:: DATA EXTRACT ::

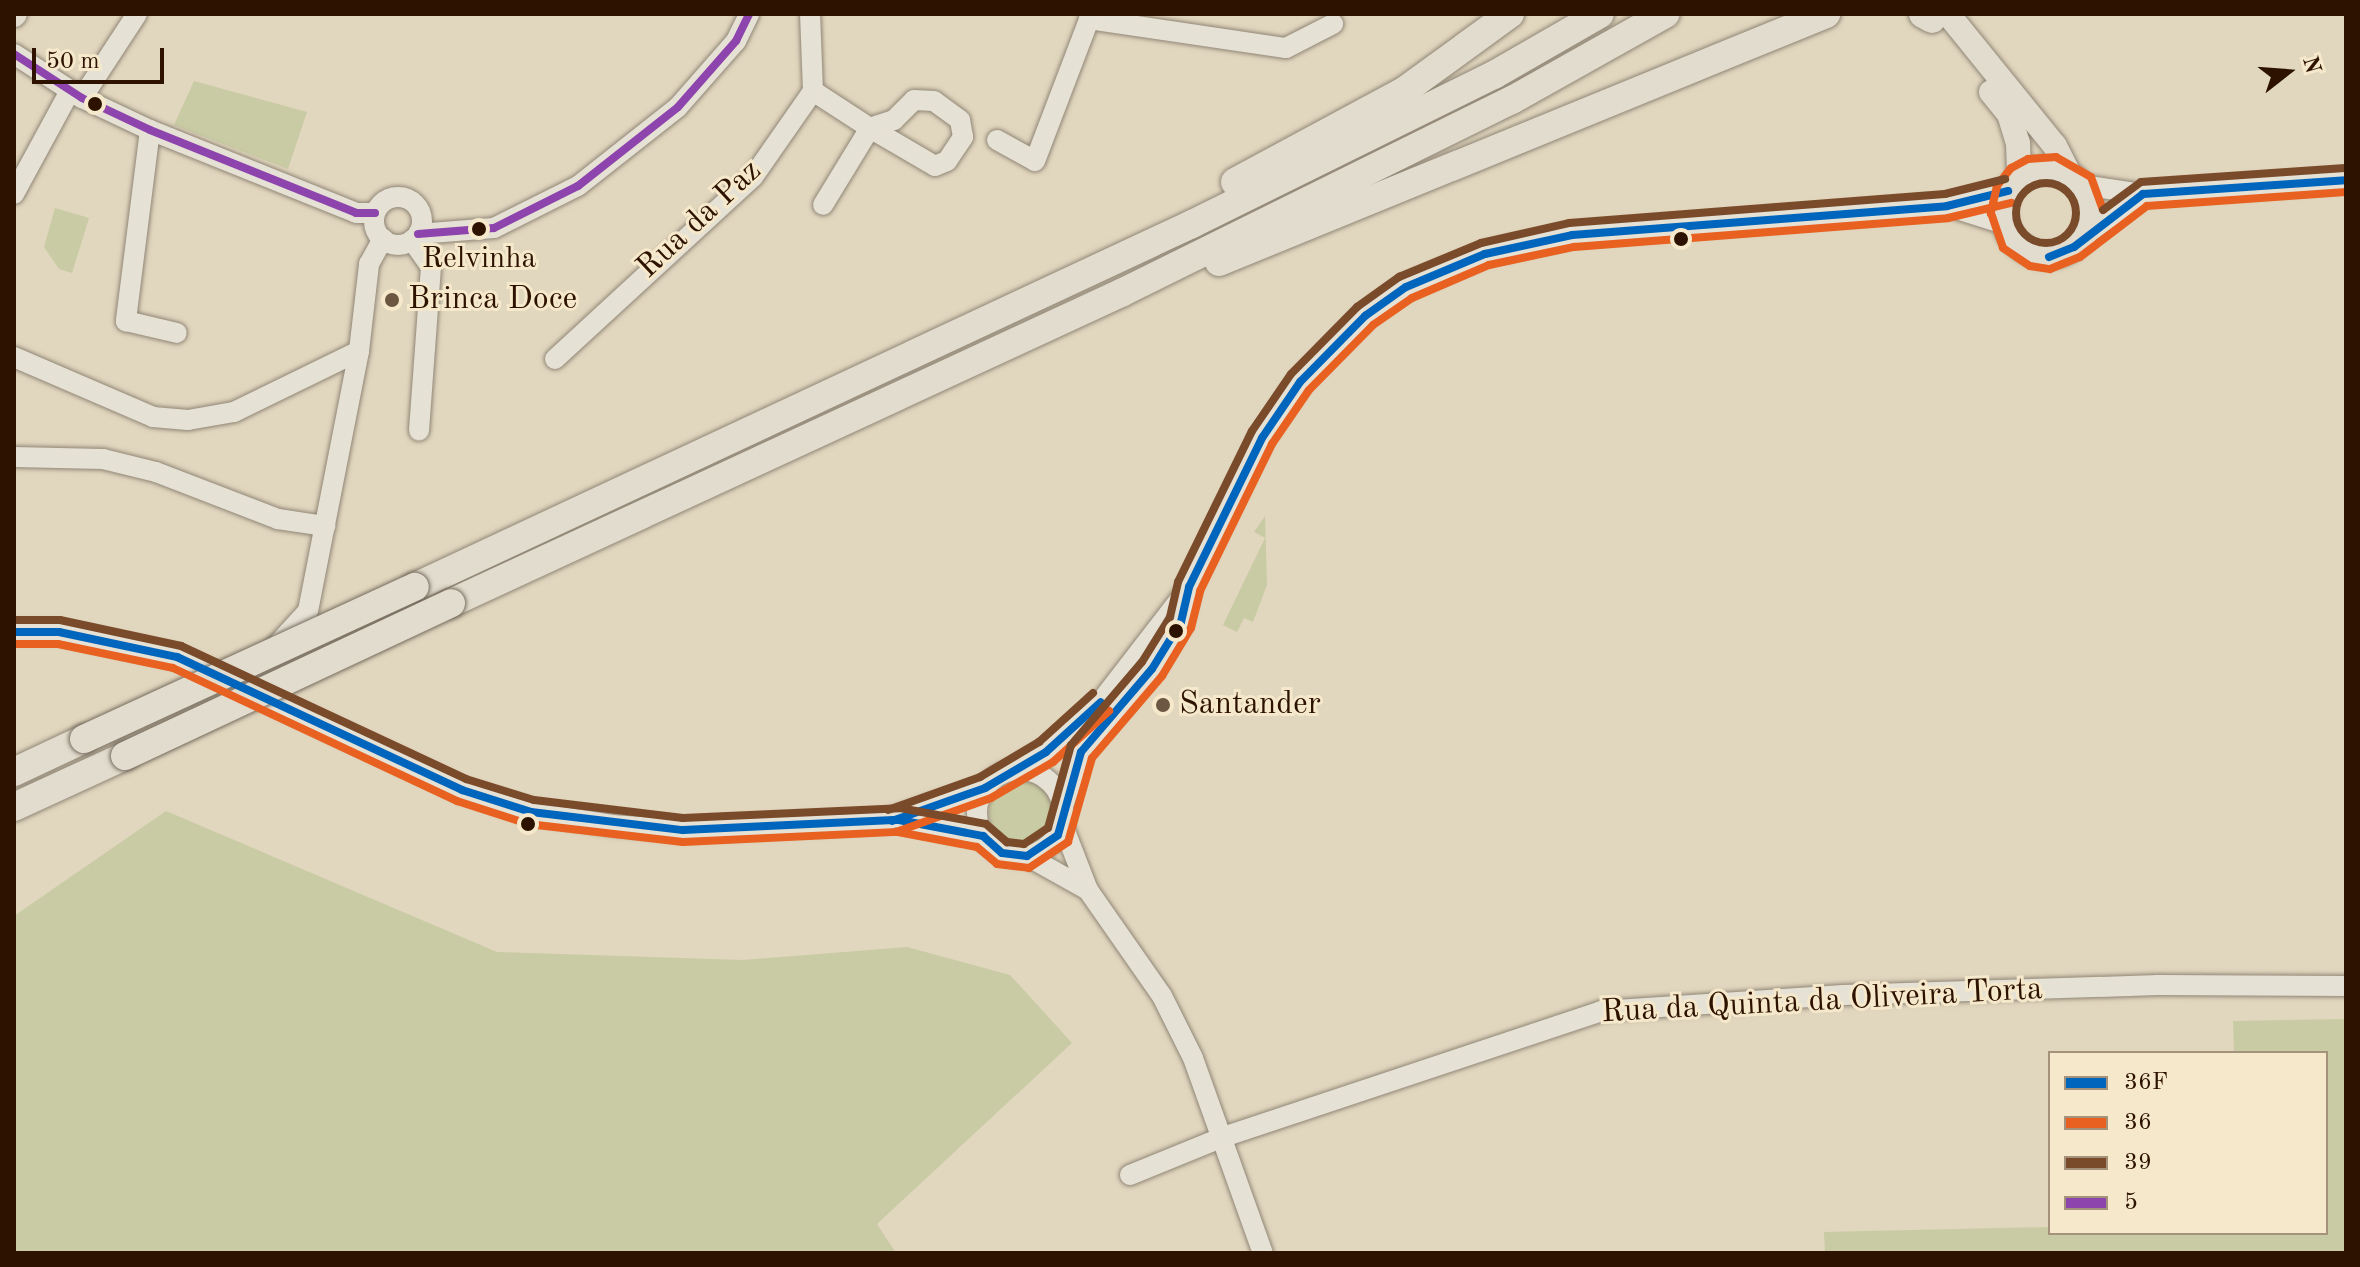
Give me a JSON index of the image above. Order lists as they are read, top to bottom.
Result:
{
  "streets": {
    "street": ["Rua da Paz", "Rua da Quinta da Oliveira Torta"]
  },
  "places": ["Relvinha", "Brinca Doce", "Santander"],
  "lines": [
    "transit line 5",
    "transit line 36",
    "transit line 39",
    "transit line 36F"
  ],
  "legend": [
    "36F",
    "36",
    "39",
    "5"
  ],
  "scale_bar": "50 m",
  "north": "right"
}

:::

An exact copy of the records above is wanted, with the pictures omitted.

_RESPONSE TO THIS TASK_
Give me a JSON index of the image above. Order lists as they are read, top to bottom.
Result:
{
  "streets": {
    "street": ["Rua da Paz", "Rua da Quinta da Oliveira Torta"]
  },
  "places": ["Relvinha", "Brinca Doce", "Santander"],
  "lines": [
    "transit line 5",
    "transit line 36",
    "transit line 39",
    "transit line 36F"
  ],
  "legend": [
    "36F",
    "36",
    "39",
    "5"
  ],
  "scale_bar": "50 m",
  "north": "right"
}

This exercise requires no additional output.